They come out in droves this time of year. They fill up message boards or their parenting blogs or whatever outlet they can find to talk about the flaws of little league Baseball. They believe they’re just pointing out the truth. The 12 year olds from Chula Vista, Ca might call them haters. Some might call them pathetic.
More than anything though, I think those who spend the last few weeks of August criticizing the kids playing baseball on ESPN are missing the point. It’s not about some 12 year old’s draft prospects six years from now. It’s about kids from the neighborhood, could be any neighborhood, putting together a magical run of baseball for an entire summer. It’s about the commitment these kids and their families make to the team. It’s about the community that embraces them for it. That’s the stuff that doesn’t quite get through on television.
No, the kids playing in Williamsport probably aren’t the best 12 year old ball players in the world. But they are the most impressive. Little league has restrictions. Teams can’t just put together the best players from a region and see what happens. You go with what you’ve got. Most teams never make it past districts, the initial stage of All Stars. Usually everything after that is icing on the cake. To make it all the way to Williamsport is one of the most special accomplishments in all of sports.
And it’s something none of these kids and no one they know will ever forget.
Forbes Magazine recently called Chula Vista one of the most boring cities in America. That’s not true anymore, not to the folks from San Diego County’s second largest city. They’ll fill up pubs and restaurants and they’ll be glued to the television watching their boys.

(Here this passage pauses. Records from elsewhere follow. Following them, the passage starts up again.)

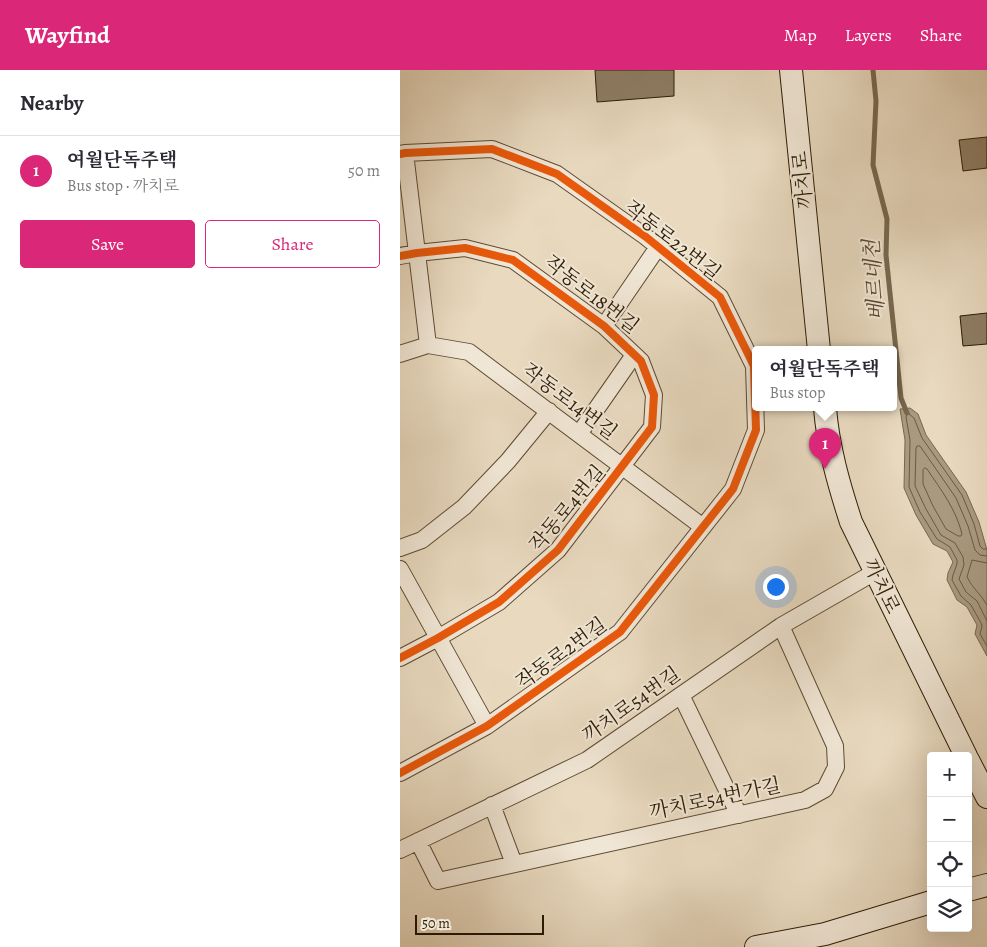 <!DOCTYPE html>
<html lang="en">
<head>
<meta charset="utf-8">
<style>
  body { margin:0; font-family:Alegreya,"Noto Serif KR",serif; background:#f7f7f7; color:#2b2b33 }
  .controls { position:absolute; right:15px; bottom:15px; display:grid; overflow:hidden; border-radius:5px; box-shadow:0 5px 20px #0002 }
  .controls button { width:45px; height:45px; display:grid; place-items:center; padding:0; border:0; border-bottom:1px solid #e1e1e2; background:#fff; color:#2b2b33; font:25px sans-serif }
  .scale { position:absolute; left:15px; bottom:12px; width:129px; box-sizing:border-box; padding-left:5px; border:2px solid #2d1c04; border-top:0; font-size:14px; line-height:18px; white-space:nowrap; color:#2d1c04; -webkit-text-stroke:4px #f0e6d5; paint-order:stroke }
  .you { position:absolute; left:375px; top:516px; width:18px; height:18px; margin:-12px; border:4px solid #fff; border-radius:50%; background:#1a73e8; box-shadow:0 0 0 8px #1a73e833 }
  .badge { display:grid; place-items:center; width:32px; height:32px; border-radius:50%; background:#db2777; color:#fff; font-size:16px; font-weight:700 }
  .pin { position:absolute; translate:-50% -41px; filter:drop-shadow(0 1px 2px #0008) }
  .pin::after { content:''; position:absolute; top:26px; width:18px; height:15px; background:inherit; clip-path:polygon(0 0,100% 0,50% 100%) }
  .popup { position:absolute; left:352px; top:276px; width:145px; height:65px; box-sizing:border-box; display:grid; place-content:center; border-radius:5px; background:#fff; filter:drop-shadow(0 1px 4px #0005); font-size:16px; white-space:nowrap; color:#7c7c81 }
  .popup b { font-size:19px; color:#2b2b33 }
  .popup::after { content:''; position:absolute; left:50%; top:100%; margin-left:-10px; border:10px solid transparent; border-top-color:#fff }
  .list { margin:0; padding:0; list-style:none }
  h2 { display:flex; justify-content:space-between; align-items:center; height:65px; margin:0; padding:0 20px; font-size:21px }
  h2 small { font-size:16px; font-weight:400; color:#7c7c81 }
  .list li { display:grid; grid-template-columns:32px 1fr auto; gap:15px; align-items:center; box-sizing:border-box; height:70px; padding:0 20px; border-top:1px solid #e1e1e2 }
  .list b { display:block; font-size:19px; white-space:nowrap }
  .list p { margin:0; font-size:16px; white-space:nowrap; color:#7c7c81 }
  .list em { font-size:16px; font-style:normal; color:#7c7c81 }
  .actions { display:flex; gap:10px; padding:15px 20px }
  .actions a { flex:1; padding:11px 0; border:1px solid #db2777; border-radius:5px; text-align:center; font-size:18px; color:#db2777 }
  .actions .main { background:#db2777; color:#fff }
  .icon { flex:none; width:28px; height:28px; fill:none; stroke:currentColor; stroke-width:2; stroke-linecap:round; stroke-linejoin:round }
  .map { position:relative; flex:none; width:587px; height:877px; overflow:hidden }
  header { display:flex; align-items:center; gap:30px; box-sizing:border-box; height:70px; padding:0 25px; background:#db2777; color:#fff }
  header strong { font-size:24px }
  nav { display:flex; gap:28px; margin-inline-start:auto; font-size:18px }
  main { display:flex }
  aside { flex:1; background:#fff }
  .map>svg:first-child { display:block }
  .water { fill:#a8997f; stroke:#77674e }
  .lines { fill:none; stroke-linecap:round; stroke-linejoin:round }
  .shore { stroke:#6a5a42; stroke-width:1 }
  .stream { stroke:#77674e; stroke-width:5 }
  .building { fill:#8e7e65; stroke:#2d1c04 }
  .street-casing { stroke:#5c4b33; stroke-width:18 }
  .secondary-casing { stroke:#2d1c04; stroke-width:24 }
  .street { stroke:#f0e6d5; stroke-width:16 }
  .secondary { stroke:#f0e6d5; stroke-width:22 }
  .cycleway-casing { stroke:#f0e6d5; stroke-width:11 }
  .cycleway { stroke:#e8590c; stroke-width:8 }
  .labels { text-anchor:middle; stroke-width:4; stroke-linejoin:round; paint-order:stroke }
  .street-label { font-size:20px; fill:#2d1c04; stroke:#f0e6d5 }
  .water-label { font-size:21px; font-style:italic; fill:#58482f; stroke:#f0e6d5 }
</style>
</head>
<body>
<header>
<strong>Wayfind</strong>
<nav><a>Map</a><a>Layers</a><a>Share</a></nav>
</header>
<main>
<aside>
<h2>Nearby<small></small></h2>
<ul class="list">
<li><span class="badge">1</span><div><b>여월단독주택</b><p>Bus stop · 까치로</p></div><em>50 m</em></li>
</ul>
<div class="actions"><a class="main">Save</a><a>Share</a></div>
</aside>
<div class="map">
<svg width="587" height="877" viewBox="0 0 587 877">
  <rect width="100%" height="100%" fill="#e8d9bf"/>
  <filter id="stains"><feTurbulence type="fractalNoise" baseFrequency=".004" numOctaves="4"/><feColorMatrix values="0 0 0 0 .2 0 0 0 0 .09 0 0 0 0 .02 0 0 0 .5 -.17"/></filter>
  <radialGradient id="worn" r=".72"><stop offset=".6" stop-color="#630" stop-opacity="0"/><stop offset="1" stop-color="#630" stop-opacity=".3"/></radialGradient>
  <path class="water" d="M510 338 518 344 526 365 566 422 579 452 587 480V586L575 564 577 555 567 537 557 530 547 510 548 503 553 492 547 481 533 474 516 445 504 418 505 370 500 339Z"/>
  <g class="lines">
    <path class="shore" d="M525 398 527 399C541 420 556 439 562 464L561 466H558L546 459 533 436 523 414V400Z
      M587 479H583L580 476 574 454 562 425 522 368 514 348 509 344H507L506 347 510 370 509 417 520 442 537 469 550 477 557 490V494L553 505 552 510 561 526 571 535 581 553 582 556 580 564 587 576
      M587 486 580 485 575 480 568 456 556 428 520 376H517L516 378 515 416 526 439 541 465 555 473 563 487 564 495 559 509 566 522 577 531 587 551
      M587 493 572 490 567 507C572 518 581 524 587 535"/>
    <path class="stream" d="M473 0 476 31 473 95 487 149 486 185 501 328 507 343"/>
  </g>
  <path class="building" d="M195 0H274V26L197 32Z
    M587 67V98L563 101 559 70Z
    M587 243V274L563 276 560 246Z"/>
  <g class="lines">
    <defs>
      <path id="street" d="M5 83 28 275
        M0 84 5 83 92 79 157 104 246 167 320 227 354 296 356 360 333 419 220 562 87 656 0 703
        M0 186 17 183 65 178 113 190 204 256 241 291 254 325 252 357 158 480 99 532 38 568 0 588
        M204 256 258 177
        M0 284 28 275 69 282 303 457
        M179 364 234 285
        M0 478 22 470 64 437 108 391 149 341
        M0 499 87 656
        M281 625 339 745
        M92 735 114 794
        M18 771 38 811 405 730 425 719 436 697 435 676 381 556
        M0 780 187 690 381 556 475 502"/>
      <path id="secondary" d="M391 0 419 280
        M425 338C428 377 439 415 451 452L566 686
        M568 690 587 727
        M568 820 587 815
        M356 877 425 864 531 832"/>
    </defs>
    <use href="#street" class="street-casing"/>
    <use href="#secondary" class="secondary-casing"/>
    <use href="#street" class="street"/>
    <use href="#secondary" class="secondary"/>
    <defs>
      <path id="cycleway" d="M0 84 5 83 92 79 157 104 246 167 320 227 354 296 356 360 333 419 220 562 87 656 0 703
        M0 186 17 183 65 178 113 190 204 256 241 291 254 325 252 357 158 480 99 532 38 568 0 588"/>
    </defs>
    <use href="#cycleway" class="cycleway-casing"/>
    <use href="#cycleway" class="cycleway"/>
  </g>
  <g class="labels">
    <g class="street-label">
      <text transform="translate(402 110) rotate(-96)" y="7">까치로</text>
      <text transform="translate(273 170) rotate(38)" y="7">작동로22번길</text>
      <text transform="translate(192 224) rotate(38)" y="7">작동로18번길</text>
      <text transform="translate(170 331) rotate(37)" y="7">작동로14번길</text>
      <text transform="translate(167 438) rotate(-50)" y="7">작동로4번길</text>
      <text transform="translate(482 516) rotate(64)" y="7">까치로</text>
      <text transform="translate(161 583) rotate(-36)" y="7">작동로2번길</text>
      <text transform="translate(231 634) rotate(-35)" y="7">까치로54번길</text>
      <text transform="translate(315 728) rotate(-12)" y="7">까치로54번가길</text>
    </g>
    <g class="water-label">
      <text transform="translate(474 210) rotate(-94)" y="7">베르네천</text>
    </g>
  </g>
  <rect width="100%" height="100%" filter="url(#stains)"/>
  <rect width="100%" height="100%" fill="url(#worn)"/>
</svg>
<div class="controls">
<button>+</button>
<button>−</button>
<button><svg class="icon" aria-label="locate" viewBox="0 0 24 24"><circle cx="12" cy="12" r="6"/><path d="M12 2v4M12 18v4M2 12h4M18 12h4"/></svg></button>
<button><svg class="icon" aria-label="layers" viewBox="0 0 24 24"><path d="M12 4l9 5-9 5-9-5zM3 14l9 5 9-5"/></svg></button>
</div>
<div class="scale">50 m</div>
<div class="you"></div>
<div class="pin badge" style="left:425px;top:399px">1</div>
<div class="popup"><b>여월단독주택</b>Bus stop</div>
</div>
</main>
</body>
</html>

All the flaws of little league baseball and the people who like to talk about them can go to hell.
Chula Vista will remember this forever. 20 years after Trumbull won the World Series, people in Connecticut still talk about that team. The banner still hangs in the city. My girlfriend is from Cranston, RI and was 12 when her town made it to the finals. They were rock stars, she says. My freshman year of college, I had a kid in my Western Civ course who was the star of the Tom’s River, NJ team that won it all. Our professor even knew who he was.
This means the world to these kids and their communities. And anything that brings that many people that much joy can’t be all bad.